# [Records supplied]

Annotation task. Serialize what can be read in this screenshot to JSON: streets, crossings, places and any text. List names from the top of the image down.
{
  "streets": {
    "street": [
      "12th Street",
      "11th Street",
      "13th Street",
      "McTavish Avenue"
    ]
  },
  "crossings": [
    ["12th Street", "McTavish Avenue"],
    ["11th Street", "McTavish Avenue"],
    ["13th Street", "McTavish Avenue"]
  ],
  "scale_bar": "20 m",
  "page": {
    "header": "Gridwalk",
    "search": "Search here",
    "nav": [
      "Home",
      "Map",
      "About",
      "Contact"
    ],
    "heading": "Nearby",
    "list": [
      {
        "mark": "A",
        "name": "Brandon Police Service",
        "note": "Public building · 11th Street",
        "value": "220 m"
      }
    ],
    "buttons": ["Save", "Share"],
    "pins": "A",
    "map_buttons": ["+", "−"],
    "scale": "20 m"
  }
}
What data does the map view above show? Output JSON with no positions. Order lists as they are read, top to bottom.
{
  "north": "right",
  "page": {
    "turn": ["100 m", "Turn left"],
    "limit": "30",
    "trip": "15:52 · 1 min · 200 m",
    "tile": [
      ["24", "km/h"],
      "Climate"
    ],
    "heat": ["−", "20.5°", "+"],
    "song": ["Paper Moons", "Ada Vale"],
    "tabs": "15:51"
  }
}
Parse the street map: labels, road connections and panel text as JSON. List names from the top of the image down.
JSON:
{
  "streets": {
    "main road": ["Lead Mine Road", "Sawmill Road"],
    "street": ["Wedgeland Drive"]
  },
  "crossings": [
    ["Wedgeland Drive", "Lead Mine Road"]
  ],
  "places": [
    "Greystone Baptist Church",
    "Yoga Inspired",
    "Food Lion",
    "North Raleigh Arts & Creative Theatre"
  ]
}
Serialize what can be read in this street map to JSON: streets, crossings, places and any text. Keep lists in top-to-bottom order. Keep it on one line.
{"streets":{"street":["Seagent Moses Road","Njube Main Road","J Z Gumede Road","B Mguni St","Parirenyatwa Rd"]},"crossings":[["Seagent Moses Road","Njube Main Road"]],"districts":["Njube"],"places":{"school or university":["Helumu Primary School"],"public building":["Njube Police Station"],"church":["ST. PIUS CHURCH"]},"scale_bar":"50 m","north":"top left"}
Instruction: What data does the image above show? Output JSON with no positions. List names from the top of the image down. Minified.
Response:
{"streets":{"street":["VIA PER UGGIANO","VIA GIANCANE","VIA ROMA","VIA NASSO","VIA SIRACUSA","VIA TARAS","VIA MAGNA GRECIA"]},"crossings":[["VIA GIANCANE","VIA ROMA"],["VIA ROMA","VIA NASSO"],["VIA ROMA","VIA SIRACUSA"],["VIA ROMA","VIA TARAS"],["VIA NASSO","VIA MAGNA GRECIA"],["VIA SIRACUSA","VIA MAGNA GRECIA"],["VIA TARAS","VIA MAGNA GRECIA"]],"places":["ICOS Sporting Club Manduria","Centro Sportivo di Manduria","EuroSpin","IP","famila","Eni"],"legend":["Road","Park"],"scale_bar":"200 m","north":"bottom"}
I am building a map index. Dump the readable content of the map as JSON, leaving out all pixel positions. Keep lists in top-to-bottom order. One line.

# [What is expected]
All of the data above should be duplicated exactly.

# [Output below]
Annotation task. Serialize what can be read in this screenshot to JSON: streets, crossings, places and any text. List names from the top of the image down.
{
  "streets": {
    "street": [
      "12th Street",
      "11th Street",
      "13th Street",
      "McTavish Avenue"
    ]
  },
  "crossings": [
    ["12th Street", "McTavish Avenue"],
    ["11th Street", "McTavish Avenue"],
    ["13th Street", "McTavish Avenue"]
  ],
  "scale_bar": "20 m",
  "page": {
    "header": "Gridwalk",
    "search": "Search here",
    "nav": [
      "Home",
      "Map",
      "About",
      "Contact"
    ],
    "heading": "Nearby",
    "list": [
      {
        "mark": "A",
        "name": "Brandon Police Service",
        "note": "Public building · 11th Street",
        "value": "220 m"
      }
    ],
    "buttons": ["Save", "Share"],
    "pins": "A",
    "map_buttons": ["+", "−"],
    "scale": "20 m"
  }
}
What data does the map view above show? Output JSON with no positions. Order lists as they are read, top to bottom.
{
  "north": "right",
  "page": {
    "turn": ["100 m", "Turn left"],
    "limit": "30",
    "trip": "15:52 · 1 min · 200 m",
    "tile": [
      ["24", "km/h"],
      "Climate"
    ],
    "heat": ["−", "20.5°", "+"],
    "song": ["Paper Moons", "Ada Vale"],
    "tabs": "15:51"
  }
}
Parse the street map: labels, road connections and panel text as JSON. List names from the top of the image down.
JSON:
{
  "streets": {
    "main road": ["Lead Mine Road", "Sawmill Road"],
    "street": ["Wedgeland Drive"]
  },
  "crossings": [
    ["Wedgeland Drive", "Lead Mine Road"]
  ],
  "places": [
    "Greystone Baptist Church",
    "Yoga Inspired",
    "Food Lion",
    "North Raleigh Arts & Creative Theatre"
  ]
}
Serialize what can be read in this street map to JSON: streets, crossings, places and any text. Keep lists in top-to-bottom order. Keep it on one line.
{"streets":{"street":["Seagent Moses Road","Njube Main Road","J Z Gumede Road","B Mguni St","Parirenyatwa Rd"]},"crossings":[["Seagent Moses Road","Njube Main Road"]],"districts":["Njube"],"places":{"school or university":["Helumu Primary School"],"public building":["Njube Police Station"],"church":["ST. PIUS CHURCH"]},"scale_bar":"50 m","north":"top left"}
Instruction: What data does the image above show? Output JSON with no positions. List names from the top of the image down. Minified.
Response:
{"streets":{"street":["VIA PER UGGIANO","VIA GIANCANE","VIA ROMA","VIA NASSO","VIA SIRACUSA","VIA TARAS","VIA MAGNA GRECIA"]},"crossings":[["VIA GIANCANE","VIA ROMA"],["VIA ROMA","VIA NASSO"],["VIA ROMA","VIA SIRACUSA"],["VIA ROMA","VIA TARAS"],["VIA NASSO","VIA MAGNA GRECIA"],["VIA SIRACUSA","VIA MAGNA GRECIA"],["VIA TARAS","VIA MAGNA GRECIA"]],"places":["ICOS Sporting Club Manduria","Centro Sportivo di Manduria","EuroSpin","IP","famila","Eni"],"legend":["Road","Park"],"scale_bar":"200 m","north":"bottom"}
I am building a map index. Dump the readable content of the map as JSON, leaving out all pixel positions. Keep lists in top-to-bottom order. One line.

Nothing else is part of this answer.